(Collected data entries)
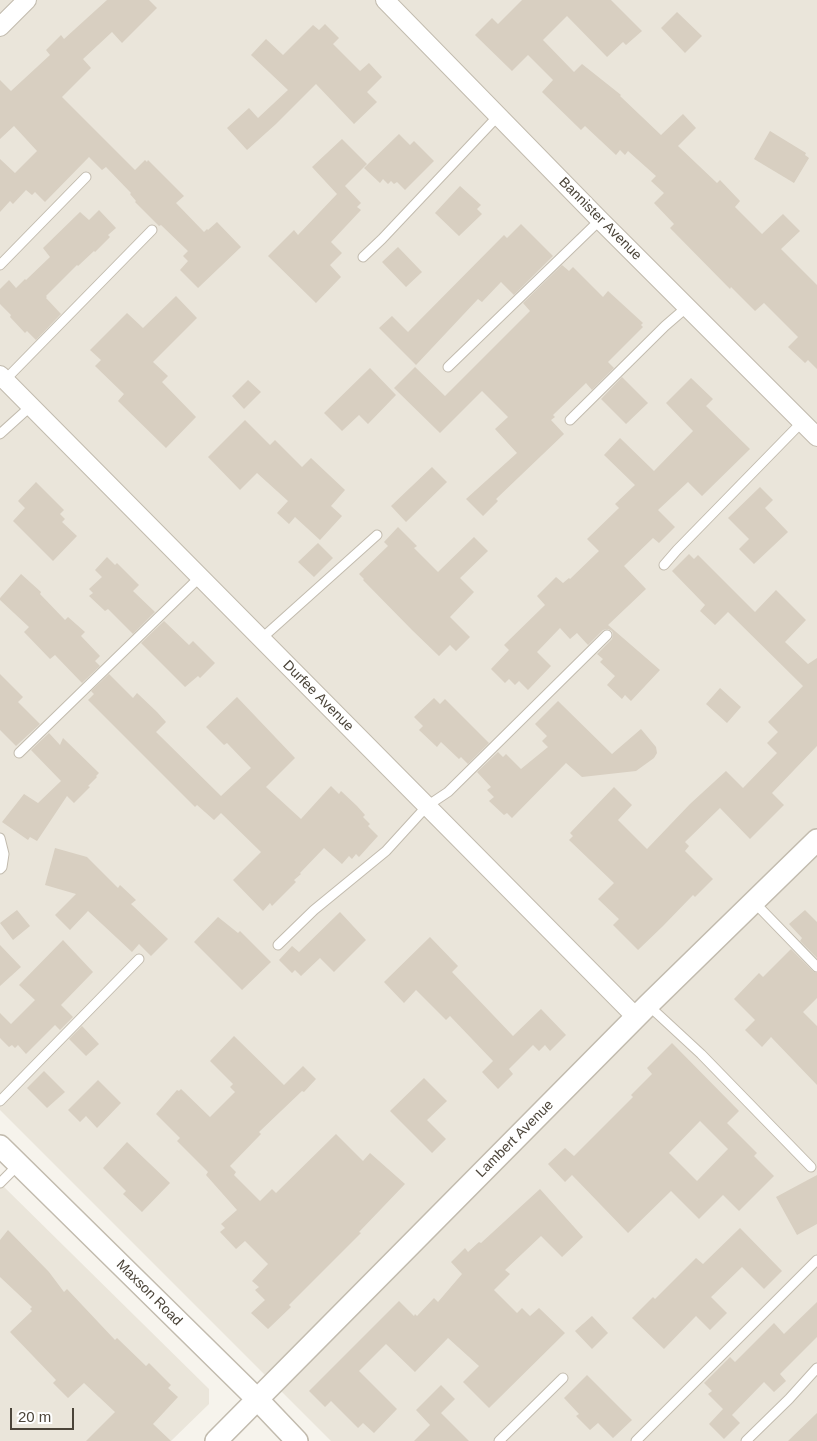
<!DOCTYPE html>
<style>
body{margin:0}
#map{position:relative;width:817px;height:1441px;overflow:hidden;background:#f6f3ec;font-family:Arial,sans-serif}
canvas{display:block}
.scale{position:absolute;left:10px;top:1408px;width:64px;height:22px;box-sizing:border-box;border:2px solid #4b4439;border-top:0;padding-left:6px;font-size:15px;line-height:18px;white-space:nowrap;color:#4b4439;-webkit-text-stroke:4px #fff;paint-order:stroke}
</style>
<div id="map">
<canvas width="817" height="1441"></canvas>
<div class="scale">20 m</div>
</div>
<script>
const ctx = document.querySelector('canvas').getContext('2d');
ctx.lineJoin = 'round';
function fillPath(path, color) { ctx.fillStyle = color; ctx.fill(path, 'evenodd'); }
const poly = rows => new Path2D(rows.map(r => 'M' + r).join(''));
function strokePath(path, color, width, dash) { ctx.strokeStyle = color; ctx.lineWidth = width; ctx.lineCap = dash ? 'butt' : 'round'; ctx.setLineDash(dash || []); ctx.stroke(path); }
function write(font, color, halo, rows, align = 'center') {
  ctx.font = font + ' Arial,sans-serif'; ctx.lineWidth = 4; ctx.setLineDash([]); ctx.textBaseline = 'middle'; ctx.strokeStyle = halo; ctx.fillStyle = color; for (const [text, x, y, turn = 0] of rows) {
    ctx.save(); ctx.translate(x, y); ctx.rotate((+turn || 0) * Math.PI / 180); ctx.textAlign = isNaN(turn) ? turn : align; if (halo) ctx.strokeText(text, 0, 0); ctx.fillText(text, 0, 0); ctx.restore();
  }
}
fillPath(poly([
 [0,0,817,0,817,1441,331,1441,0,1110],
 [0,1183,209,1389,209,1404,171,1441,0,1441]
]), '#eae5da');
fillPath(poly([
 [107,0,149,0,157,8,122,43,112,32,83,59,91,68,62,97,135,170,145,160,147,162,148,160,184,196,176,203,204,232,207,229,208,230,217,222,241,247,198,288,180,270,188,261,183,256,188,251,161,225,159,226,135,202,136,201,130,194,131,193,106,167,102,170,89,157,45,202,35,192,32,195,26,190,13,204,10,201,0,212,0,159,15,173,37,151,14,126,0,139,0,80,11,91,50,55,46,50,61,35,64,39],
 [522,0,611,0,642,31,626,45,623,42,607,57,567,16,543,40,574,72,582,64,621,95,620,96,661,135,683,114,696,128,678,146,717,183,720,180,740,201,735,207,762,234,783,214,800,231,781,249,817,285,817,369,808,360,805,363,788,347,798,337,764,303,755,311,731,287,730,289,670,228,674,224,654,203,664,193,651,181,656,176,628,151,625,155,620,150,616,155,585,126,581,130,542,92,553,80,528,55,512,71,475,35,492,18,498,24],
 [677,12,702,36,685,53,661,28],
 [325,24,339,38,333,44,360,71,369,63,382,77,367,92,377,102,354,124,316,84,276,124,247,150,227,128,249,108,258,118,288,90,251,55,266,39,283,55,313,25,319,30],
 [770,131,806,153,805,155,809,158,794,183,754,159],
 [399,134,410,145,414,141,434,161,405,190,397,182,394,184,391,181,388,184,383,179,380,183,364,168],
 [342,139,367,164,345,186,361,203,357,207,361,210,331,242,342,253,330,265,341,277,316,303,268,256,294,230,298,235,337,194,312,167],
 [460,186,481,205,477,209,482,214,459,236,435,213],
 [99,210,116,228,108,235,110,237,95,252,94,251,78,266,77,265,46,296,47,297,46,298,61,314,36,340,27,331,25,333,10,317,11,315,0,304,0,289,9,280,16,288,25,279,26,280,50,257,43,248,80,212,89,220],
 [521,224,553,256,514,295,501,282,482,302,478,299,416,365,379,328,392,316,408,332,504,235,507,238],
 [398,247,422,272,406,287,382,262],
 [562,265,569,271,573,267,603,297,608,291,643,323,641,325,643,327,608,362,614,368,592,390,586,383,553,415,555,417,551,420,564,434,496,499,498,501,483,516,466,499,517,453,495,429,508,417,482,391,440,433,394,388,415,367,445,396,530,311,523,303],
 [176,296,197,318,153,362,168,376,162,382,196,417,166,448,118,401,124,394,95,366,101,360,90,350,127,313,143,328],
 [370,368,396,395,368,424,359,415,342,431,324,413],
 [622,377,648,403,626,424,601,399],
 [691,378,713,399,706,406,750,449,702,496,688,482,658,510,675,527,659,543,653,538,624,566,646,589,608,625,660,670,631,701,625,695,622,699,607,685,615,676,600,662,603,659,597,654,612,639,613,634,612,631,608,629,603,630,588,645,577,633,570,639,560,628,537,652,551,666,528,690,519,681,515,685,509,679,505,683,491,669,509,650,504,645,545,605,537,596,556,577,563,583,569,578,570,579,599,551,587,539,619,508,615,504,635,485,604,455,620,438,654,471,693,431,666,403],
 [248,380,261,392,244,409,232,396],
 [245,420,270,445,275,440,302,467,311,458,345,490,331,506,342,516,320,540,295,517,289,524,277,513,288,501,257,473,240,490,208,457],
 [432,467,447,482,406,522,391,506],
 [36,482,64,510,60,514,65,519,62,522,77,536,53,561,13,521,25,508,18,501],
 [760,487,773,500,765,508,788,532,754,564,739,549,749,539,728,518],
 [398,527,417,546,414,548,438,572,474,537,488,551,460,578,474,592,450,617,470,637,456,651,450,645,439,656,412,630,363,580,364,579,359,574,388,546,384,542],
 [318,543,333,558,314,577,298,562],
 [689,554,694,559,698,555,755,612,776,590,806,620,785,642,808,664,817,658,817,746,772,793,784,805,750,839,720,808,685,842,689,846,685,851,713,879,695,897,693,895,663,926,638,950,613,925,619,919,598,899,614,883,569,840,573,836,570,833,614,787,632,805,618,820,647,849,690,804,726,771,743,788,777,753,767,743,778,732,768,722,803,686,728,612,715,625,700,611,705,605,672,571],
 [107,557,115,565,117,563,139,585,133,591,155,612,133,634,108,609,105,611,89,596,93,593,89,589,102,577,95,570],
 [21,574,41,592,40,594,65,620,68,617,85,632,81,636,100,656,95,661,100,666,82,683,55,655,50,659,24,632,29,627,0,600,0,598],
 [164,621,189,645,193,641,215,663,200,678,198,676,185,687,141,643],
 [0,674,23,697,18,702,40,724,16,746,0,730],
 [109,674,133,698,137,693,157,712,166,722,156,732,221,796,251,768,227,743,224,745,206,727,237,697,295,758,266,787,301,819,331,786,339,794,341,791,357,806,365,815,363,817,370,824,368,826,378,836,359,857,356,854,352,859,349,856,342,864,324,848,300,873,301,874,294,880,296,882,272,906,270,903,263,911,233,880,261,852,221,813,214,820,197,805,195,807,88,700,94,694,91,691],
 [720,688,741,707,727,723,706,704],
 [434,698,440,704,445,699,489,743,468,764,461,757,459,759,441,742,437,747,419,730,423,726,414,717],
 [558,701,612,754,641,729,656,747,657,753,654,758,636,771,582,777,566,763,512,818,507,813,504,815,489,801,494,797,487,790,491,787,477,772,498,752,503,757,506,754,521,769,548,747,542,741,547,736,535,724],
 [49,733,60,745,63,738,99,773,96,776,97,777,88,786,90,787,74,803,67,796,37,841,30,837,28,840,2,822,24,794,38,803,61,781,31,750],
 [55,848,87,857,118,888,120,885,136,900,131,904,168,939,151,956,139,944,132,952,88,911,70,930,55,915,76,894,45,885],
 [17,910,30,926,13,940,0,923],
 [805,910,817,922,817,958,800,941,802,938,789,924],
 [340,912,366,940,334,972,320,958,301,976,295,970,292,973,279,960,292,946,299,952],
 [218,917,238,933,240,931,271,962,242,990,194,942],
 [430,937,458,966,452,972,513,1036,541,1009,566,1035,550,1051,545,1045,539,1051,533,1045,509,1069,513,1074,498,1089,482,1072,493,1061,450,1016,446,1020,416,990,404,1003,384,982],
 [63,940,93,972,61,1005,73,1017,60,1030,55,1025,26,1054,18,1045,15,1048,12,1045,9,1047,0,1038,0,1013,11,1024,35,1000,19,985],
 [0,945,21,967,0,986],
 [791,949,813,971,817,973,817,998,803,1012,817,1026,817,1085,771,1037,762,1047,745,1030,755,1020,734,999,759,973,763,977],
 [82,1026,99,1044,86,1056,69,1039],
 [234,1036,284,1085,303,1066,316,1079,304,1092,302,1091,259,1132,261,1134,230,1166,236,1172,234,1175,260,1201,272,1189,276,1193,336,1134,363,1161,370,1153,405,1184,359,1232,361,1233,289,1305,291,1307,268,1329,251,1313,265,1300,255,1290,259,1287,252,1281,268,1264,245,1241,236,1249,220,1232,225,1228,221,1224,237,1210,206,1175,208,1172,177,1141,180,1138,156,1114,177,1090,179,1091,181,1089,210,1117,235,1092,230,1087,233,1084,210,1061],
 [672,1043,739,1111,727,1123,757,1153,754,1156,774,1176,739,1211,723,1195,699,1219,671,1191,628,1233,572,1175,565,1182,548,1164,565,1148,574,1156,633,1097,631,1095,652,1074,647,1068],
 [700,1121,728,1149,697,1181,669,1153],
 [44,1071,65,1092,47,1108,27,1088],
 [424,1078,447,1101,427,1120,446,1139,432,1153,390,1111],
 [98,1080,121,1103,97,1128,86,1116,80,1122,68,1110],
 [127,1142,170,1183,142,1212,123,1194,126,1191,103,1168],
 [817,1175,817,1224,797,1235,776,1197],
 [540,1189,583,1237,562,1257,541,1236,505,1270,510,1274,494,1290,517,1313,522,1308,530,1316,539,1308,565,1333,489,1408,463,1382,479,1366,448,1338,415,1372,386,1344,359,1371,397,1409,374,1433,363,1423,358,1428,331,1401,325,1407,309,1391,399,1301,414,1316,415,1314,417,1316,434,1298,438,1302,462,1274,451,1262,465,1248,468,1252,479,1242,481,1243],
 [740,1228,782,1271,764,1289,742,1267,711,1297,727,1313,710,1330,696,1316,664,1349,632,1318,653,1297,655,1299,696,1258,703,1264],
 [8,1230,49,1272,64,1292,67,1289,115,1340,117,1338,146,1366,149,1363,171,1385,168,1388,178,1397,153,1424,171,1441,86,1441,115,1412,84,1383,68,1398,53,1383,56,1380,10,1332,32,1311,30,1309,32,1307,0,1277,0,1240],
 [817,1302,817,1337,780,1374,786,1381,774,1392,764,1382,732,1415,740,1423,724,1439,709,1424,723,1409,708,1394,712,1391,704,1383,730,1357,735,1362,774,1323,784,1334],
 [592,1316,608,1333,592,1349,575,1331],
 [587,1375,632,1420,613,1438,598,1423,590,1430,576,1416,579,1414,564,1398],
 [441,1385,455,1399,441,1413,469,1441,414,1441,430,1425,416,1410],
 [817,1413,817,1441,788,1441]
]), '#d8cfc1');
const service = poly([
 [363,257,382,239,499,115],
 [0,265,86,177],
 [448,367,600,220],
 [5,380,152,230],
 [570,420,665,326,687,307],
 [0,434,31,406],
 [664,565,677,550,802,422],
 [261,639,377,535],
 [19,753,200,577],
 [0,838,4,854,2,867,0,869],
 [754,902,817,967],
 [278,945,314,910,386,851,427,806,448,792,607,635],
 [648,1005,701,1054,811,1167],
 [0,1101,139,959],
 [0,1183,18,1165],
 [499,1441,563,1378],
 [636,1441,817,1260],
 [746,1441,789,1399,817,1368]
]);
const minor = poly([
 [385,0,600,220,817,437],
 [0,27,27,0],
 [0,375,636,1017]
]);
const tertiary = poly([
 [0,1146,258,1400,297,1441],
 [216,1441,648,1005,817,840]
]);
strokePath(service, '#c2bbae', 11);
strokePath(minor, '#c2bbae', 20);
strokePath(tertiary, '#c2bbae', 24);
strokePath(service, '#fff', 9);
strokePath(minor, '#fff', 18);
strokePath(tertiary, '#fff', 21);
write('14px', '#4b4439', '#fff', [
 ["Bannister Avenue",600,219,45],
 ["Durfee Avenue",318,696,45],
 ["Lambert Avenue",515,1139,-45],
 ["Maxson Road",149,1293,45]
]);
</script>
* * *
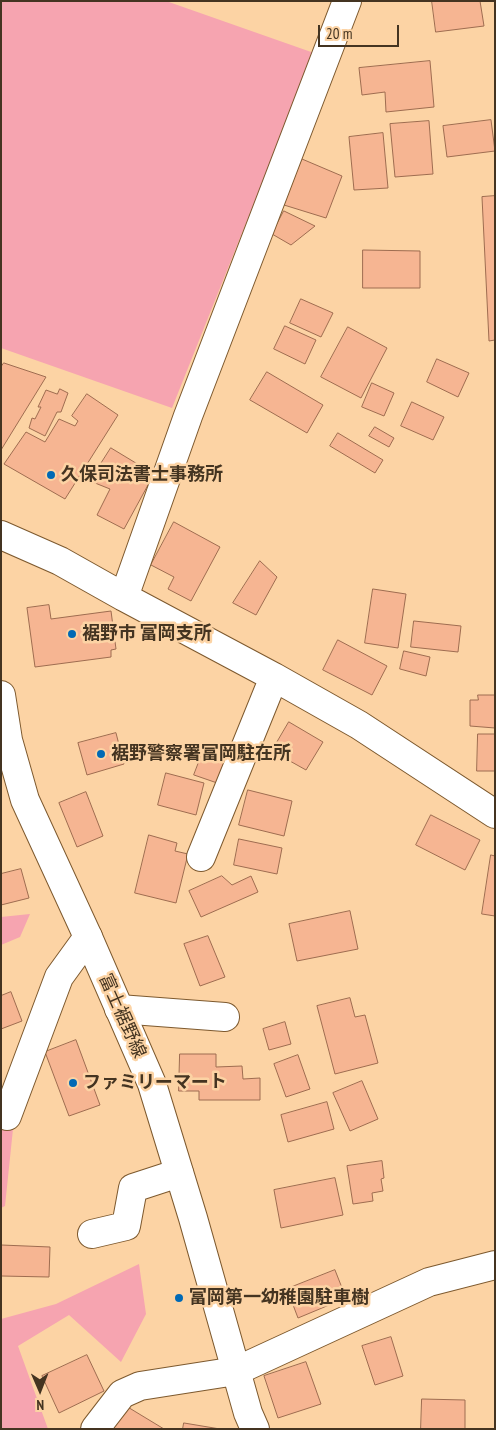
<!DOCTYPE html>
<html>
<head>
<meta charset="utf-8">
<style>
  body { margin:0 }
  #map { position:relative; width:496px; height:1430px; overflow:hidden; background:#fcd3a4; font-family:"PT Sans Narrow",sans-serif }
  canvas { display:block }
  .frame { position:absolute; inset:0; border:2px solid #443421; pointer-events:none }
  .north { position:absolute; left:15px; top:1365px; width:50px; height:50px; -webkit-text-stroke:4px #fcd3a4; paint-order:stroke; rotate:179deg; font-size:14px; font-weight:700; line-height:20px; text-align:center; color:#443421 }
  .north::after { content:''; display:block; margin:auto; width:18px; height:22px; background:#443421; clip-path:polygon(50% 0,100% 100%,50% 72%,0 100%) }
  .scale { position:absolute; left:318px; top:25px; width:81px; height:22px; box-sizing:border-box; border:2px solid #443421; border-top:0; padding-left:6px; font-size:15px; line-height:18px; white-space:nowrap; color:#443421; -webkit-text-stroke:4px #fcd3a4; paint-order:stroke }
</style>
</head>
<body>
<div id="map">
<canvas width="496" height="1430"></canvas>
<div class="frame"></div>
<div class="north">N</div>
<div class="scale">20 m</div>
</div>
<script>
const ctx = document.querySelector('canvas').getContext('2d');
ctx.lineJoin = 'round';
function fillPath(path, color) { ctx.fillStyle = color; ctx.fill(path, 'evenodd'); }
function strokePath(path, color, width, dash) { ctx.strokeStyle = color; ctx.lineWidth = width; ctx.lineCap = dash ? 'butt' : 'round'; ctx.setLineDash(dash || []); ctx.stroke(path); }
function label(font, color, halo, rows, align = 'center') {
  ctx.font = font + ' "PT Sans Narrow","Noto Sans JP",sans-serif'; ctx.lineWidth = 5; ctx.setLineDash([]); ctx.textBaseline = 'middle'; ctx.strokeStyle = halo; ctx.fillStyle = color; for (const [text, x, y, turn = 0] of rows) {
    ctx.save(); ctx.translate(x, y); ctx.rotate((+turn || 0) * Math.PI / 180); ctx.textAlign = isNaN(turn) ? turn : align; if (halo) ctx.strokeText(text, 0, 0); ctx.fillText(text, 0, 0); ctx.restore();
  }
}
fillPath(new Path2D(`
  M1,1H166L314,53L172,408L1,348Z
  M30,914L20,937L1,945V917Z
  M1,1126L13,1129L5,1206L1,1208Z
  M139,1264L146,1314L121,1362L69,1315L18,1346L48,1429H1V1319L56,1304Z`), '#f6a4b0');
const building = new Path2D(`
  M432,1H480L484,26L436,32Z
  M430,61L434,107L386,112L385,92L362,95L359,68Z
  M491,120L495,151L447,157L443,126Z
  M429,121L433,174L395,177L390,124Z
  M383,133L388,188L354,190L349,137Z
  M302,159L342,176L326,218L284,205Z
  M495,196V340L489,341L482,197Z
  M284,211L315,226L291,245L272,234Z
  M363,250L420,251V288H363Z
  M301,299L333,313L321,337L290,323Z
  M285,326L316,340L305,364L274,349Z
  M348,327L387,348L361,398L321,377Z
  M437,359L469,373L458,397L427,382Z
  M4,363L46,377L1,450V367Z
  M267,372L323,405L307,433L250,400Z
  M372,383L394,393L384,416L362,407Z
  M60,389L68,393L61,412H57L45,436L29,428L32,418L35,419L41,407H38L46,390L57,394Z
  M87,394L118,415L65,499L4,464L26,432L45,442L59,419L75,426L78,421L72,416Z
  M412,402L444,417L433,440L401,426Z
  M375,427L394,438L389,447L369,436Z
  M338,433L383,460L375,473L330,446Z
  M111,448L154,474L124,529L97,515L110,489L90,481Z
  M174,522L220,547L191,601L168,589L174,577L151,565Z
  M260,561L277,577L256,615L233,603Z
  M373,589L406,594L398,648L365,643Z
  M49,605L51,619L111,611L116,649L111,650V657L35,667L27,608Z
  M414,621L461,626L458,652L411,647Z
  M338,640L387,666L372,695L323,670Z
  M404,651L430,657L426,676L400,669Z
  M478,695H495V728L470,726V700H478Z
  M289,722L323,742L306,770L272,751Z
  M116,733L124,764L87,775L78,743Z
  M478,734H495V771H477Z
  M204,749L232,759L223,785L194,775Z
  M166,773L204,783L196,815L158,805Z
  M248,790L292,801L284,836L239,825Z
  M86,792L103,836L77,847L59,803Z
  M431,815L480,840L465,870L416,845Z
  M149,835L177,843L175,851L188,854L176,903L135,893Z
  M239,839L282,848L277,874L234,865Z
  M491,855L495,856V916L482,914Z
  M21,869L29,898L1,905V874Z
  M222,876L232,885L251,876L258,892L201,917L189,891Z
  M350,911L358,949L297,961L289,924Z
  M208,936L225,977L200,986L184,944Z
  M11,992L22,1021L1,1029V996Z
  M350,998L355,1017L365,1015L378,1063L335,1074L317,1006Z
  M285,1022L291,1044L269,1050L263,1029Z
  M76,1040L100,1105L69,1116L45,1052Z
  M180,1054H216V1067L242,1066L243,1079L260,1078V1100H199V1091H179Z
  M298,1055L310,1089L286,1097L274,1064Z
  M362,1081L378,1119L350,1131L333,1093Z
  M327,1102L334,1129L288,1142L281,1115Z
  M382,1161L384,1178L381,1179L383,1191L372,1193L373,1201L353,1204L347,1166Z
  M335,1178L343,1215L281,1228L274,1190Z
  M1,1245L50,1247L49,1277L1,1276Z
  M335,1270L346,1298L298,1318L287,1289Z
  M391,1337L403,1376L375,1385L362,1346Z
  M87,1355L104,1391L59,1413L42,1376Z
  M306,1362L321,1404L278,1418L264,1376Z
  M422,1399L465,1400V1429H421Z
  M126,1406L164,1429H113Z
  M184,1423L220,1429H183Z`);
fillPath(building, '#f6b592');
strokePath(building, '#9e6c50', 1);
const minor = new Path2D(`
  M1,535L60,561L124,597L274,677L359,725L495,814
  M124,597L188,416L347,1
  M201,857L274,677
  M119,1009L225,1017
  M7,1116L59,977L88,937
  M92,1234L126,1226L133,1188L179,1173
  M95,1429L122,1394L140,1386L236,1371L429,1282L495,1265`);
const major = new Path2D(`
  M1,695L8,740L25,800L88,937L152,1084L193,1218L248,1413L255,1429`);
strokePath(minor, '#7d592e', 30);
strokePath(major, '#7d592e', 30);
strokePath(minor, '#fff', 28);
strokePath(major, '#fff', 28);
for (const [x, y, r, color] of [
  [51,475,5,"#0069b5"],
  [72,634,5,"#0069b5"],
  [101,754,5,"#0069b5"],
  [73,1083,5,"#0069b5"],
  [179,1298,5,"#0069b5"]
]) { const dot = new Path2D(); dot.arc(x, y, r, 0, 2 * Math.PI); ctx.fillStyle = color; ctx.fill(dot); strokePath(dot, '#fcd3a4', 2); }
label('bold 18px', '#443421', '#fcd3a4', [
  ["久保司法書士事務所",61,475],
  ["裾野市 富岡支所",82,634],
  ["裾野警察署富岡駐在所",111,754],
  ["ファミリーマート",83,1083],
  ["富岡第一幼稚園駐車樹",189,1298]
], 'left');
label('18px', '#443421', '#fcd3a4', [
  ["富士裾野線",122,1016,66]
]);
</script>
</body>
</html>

● What is being asked: Among the records above, repeat exactly the line with "function write(font, color, halo, rows, align", the line with "ctx.font = font + ' Arial,sans-serif';", and every line in between, and only those.

● Solution to the problem:
function write(font, color, halo, rows, align = 'center') {
  ctx.font = font + ' Arial,sans-serif'; ctx.lineWidth = 4; ctx.setLineDash([]); ctx.textBaseline = 'middle'; ctx.strokeStyle = halo; ctx.fillStyle = color; for (const [text, x, y, turn = 0] of rows) {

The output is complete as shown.